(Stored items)

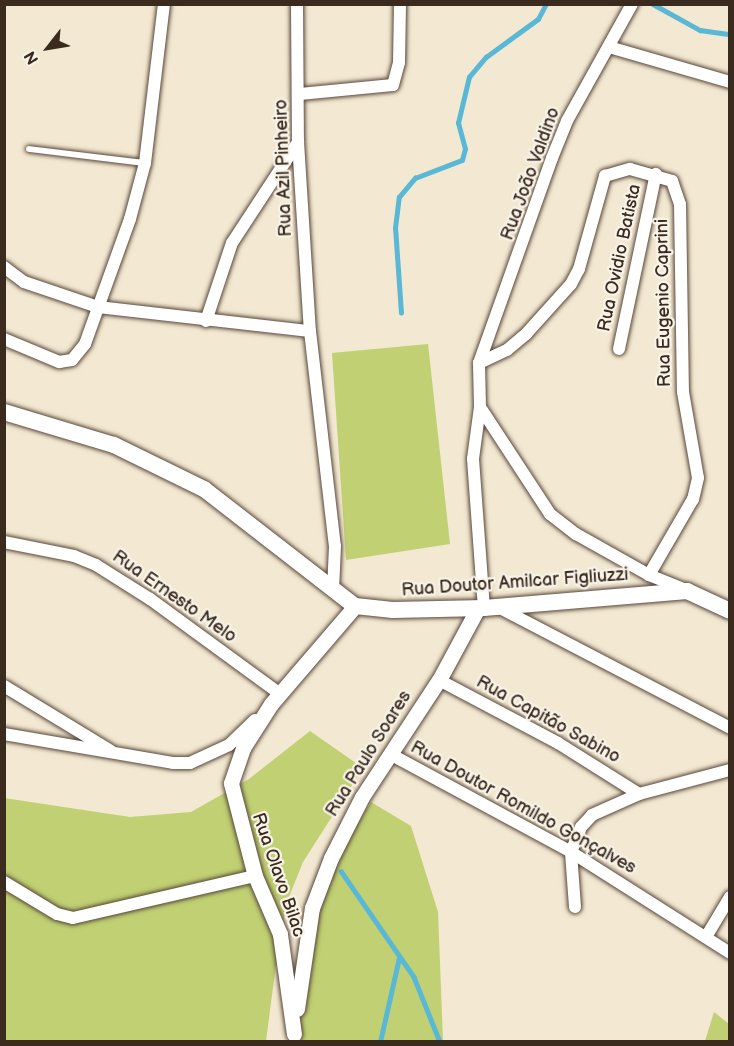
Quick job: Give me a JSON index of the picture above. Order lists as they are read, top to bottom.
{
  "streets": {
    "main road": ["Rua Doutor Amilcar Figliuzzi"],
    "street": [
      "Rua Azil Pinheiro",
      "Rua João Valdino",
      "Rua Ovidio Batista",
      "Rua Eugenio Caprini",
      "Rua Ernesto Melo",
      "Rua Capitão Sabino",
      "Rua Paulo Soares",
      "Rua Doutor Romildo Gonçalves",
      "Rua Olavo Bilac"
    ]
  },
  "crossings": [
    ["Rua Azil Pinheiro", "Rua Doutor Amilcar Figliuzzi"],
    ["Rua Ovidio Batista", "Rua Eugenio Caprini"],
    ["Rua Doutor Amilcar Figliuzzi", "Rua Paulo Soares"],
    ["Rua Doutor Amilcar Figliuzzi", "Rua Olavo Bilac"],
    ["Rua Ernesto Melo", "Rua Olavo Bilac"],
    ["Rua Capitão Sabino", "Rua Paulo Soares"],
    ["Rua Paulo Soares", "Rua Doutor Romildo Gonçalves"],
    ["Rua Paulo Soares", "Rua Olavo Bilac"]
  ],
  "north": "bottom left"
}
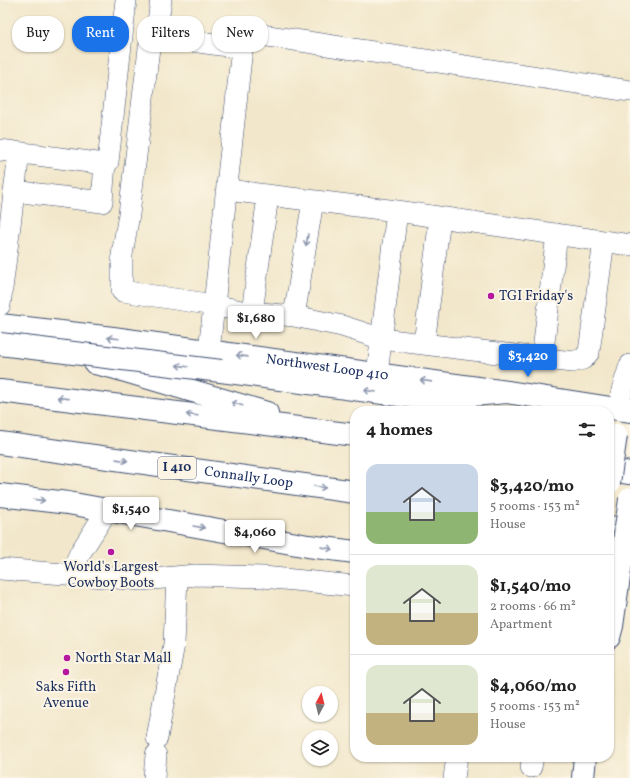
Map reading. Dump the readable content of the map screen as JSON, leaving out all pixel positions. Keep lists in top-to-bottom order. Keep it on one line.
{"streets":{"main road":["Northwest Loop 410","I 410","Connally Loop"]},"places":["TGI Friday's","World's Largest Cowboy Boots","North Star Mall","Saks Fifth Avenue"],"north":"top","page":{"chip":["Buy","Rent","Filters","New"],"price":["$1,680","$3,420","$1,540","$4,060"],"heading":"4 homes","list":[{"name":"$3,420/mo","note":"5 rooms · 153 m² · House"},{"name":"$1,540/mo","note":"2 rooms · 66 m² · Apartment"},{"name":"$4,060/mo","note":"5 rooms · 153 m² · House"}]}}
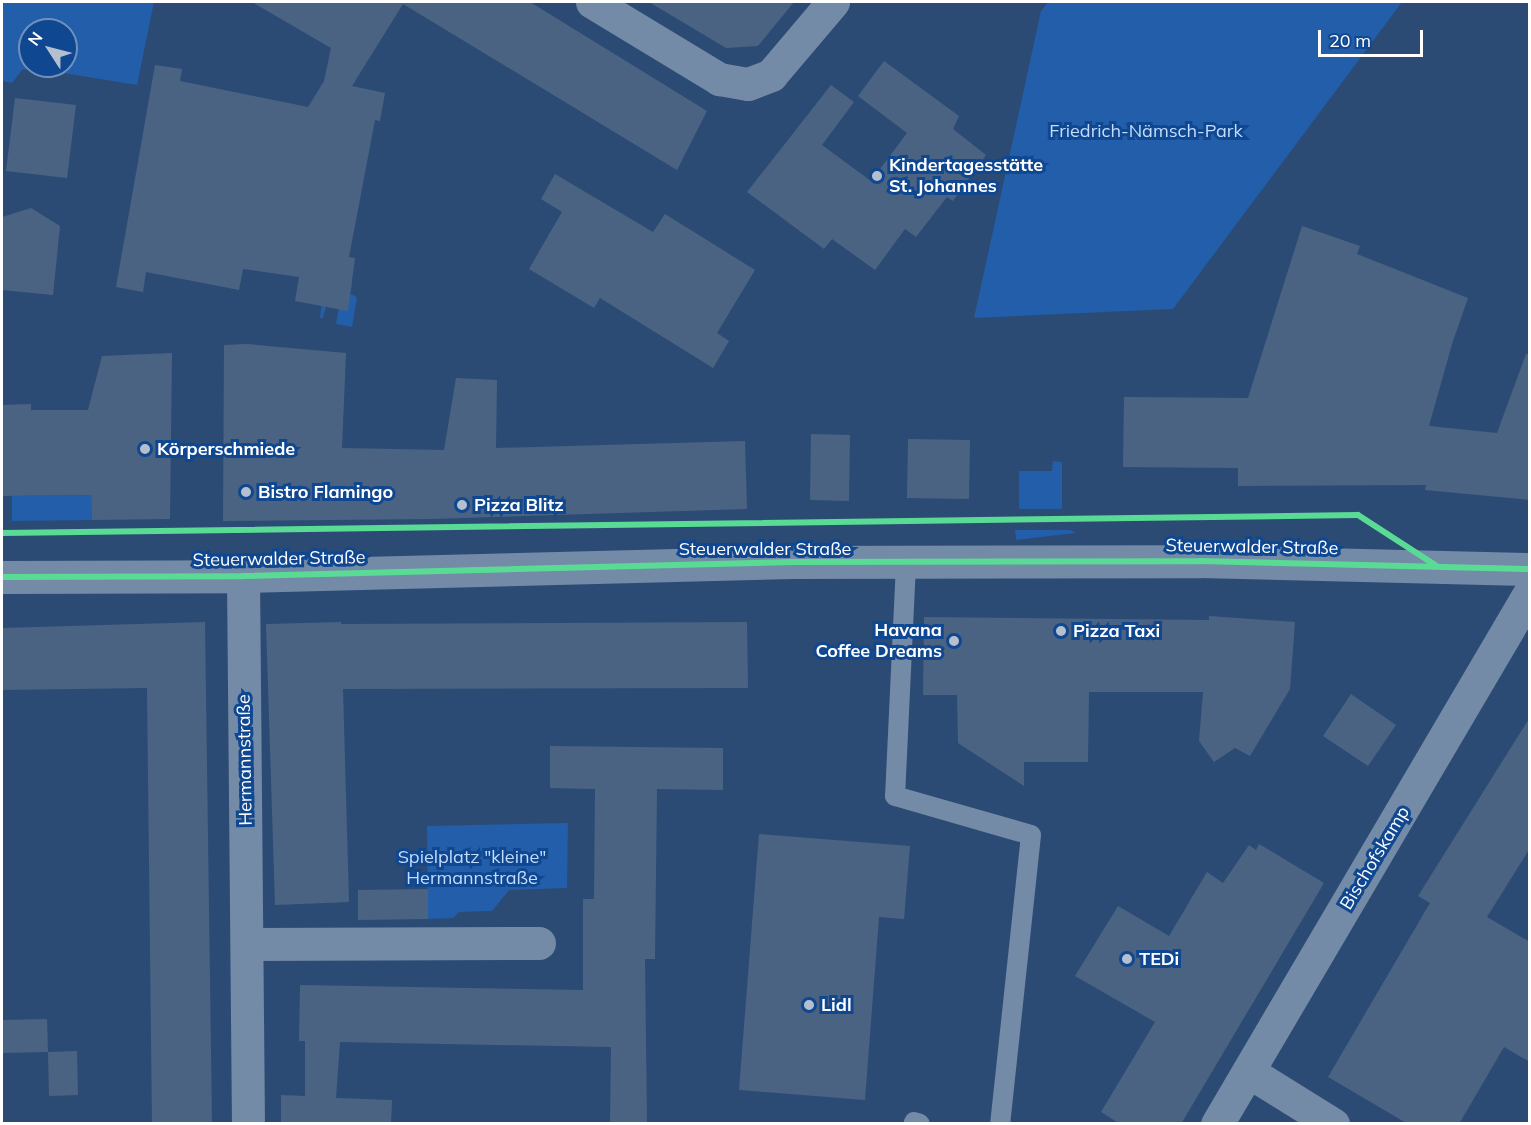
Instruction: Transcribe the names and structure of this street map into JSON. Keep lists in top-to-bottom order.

--

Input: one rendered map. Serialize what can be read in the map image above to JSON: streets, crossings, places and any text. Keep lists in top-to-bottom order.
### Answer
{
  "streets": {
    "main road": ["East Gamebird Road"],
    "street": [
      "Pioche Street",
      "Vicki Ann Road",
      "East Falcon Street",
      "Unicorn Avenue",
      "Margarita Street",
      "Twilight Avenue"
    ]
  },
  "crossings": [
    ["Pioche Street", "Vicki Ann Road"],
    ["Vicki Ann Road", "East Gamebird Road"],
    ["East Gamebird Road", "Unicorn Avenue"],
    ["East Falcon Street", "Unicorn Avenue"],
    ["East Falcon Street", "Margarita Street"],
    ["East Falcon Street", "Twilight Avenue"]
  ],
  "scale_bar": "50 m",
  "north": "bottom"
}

◆ DESCRIPTION OF THE TASK: What you return must match, character for character, the lines above from the one with "Map reading. Dump" through the one with "Instruction: Transcribe the", minus any pictures.

◆ OUTPUT FOR THIS TASK:
Map reading. Dump the readable content of the map screen as JSON, leaving out all pixel positions. Keep lists in top-to-bottom order. Keep it on one line.
{"streets":{"main road":["Northwest Loop 410","I 410","Connally Loop"]},"places":["TGI Friday's","World's Largest Cowboy Boots","North Star Mall","Saks Fifth Avenue"],"north":"top","page":{"chip":["Buy","Rent","Filters","New"],"price":["$1,680","$3,420","$1,540","$4,060"],"heading":"4 homes","list":[{"name":"$3,420/mo","note":"5 rooms · 153 m² · House"},{"name":"$1,540/mo","note":"2 rooms · 66 m² · Apartment"},{"name":"$4,060/mo","note":"5 rooms · 153 m² · House"}]}}
Instruction: Transcribe the names and structure of this street map into JSON. Keep lists in top-to-bottom order.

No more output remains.